Every once in awhile we hear about these exciting re-thinkings of the world. Sometimes it seems that turn out to be right (for example, that story about the asteroid collision that indirectly killed the dinosaurs. Or, since we’re on the topic, the story that modern birds are dinosaurs’ descendants). Other times these new ideas seem to have been dead ends (for example, claim that certain discrepancies in sex ratios could be explained by hepatitis). As Joseph Delaney discusses in the context of the latter example, sometimes an explanation can be too convincing, in some way. The challenge is to value paradigm-busting ideas without falling in love with them.

– The Calment example is a great illustration of Bayesian inference.
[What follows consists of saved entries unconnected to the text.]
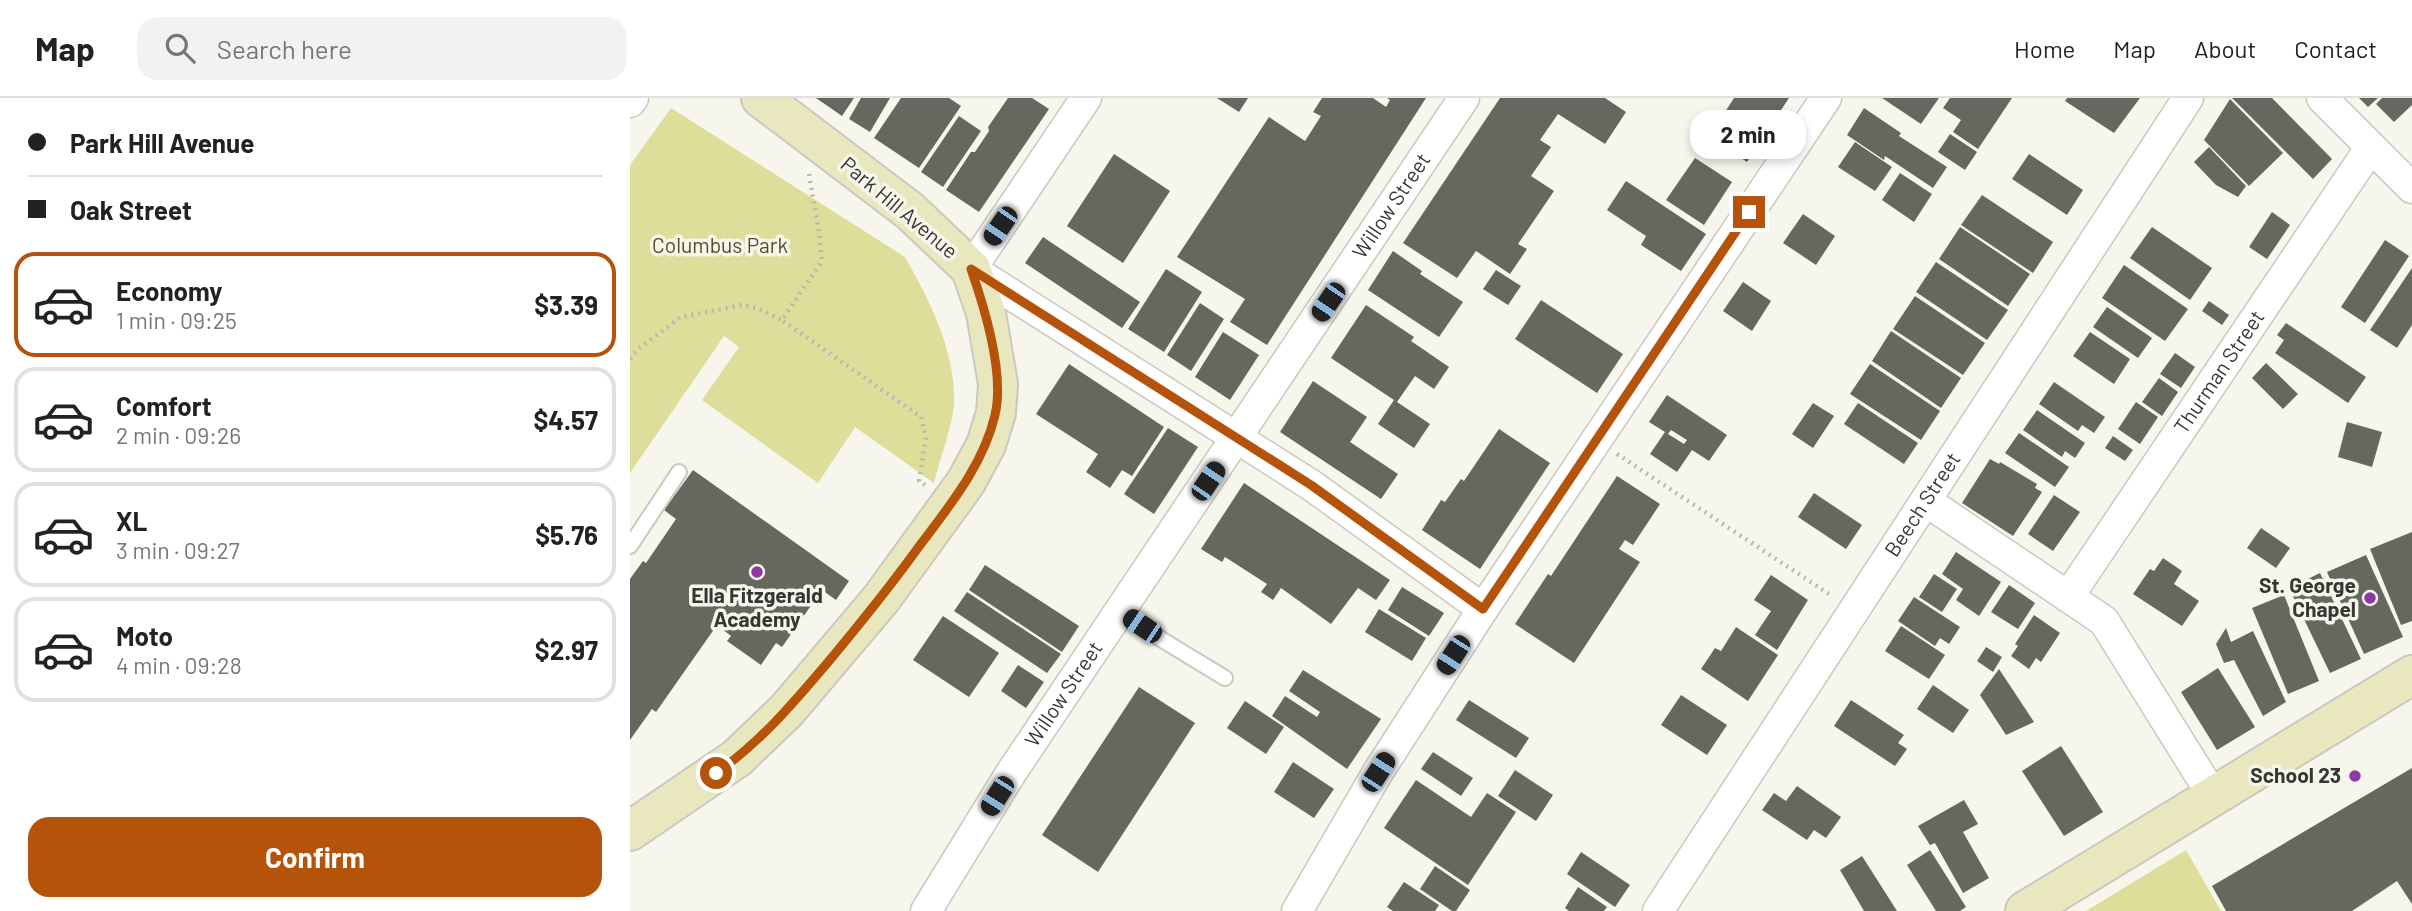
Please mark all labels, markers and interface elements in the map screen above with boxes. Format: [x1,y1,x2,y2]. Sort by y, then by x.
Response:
search box [137,17,627,80]
text: Map [35,28,95,68]
icon: search [161,29,199,67]
text: Search here [217,33,352,64]
text: Home [2014,34,2075,63]
text: Map [2113,34,2156,63]
text: About [2194,34,2256,63]
text: Contact [2294,34,2377,63]
callout: 2 min [1691,110,1807,159]
text: 2 min [1720,120,1776,148]
text: Park Hill Avenue [70,127,254,158]
street label: Willow Street [1346,148,1434,262]
street label: Park Hill Avenue [836,151,964,263]
text: Oak Street [70,194,192,225]
route end [1733,196,1765,228]
car [980,203,1021,249]
park label: Columbus Park [652,232,788,257]
icon: car [32,273,95,336]
text: Economy [116,275,222,306]
car [1308,279,1349,325]
text: $3.39 [534,289,598,320]
street label: Thurman Street [2168,305,2268,438]
text: 1 min · 09:25 [116,306,237,334]
icon: car [32,388,95,451]
text: Comfort [116,390,212,421]
text: $4.57 [533,404,598,435]
text: 2 min · 09:26 [116,421,241,449]
street label: Beech Street [1879,447,1965,561]
car [1188,458,1229,504]
icon: car [32,503,95,566]
text: XL [116,505,147,536]
text: $5.76 [535,519,598,550]
text: 3 min · 09:27 [116,536,240,564]
marker: Ella Fitzgerald Academy [749,564,765,580]
place label: St. George Chapel [2259,572,2356,621]
place label: Ella Fitzgerald Academy [691,582,823,631]
marker: St. George Chapel [2362,590,2378,606]
car [1119,606,1166,646]
icon: car [32,618,95,681]
text: Moto [116,620,173,651]
car [1433,632,1474,678]
text: $2.97 [535,634,598,665]
street label: Willow Street [1018,636,1107,751]
text: 4 min · 09:28 [116,651,242,679]
car [1358,749,1399,795]
route start [700,757,732,789]
place label: School 23 [2250,762,2341,787]
marker: School 23 [2347,768,2363,784]
car [977,773,1018,819]
button: Confirm [28,817,602,897]

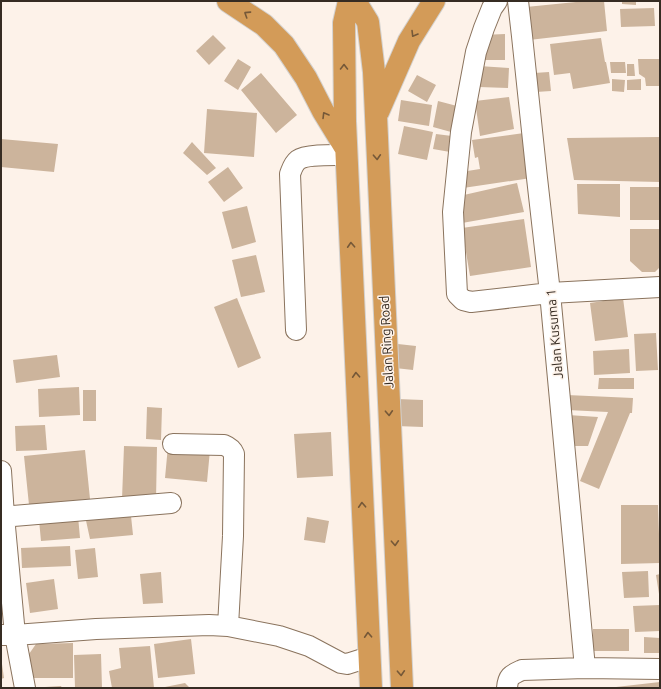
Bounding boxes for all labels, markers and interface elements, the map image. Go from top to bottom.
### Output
one-way arrow [245,12,252,19]
one-way arrow [411,30,419,37]
one-way arrow [340,64,348,70]
one-way arrow [323,112,330,119]
one-way arrow [373,154,382,160]
one-way arrow [346,242,355,248]
street label: Jalan Kusuma 1 [543,288,565,380]
street label: Jalan Ring Road [377,295,395,389]
one-way arrow [352,372,361,378]
one-way arrow [385,410,393,416]
one-way arrow [358,502,367,508]
one-way arrow [391,540,399,546]
one-way arrow [364,632,373,638]
one-way arrow [397,670,405,676]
Bayesian reasoning should lead us to be skeptical of Calment’s claimed age. Indeed, as Zak notes, Bayesian reasoning should lead us to be skeptical of any claim on the tail of any distribution. Those 116-year-olds and 117-year-olds on Campos’s list above: we should be skeptical of each of them too. It’s just simple probabilistic reasoning: there’s some baseline probability that anyone’s claimed age will be fake, and if the distribution of fake ages has wider tails than the distribution of real ages, then an extreme claimed age is some evidence of an error. The flip side is that there must be some extreme ages out there that we haven’t heard about.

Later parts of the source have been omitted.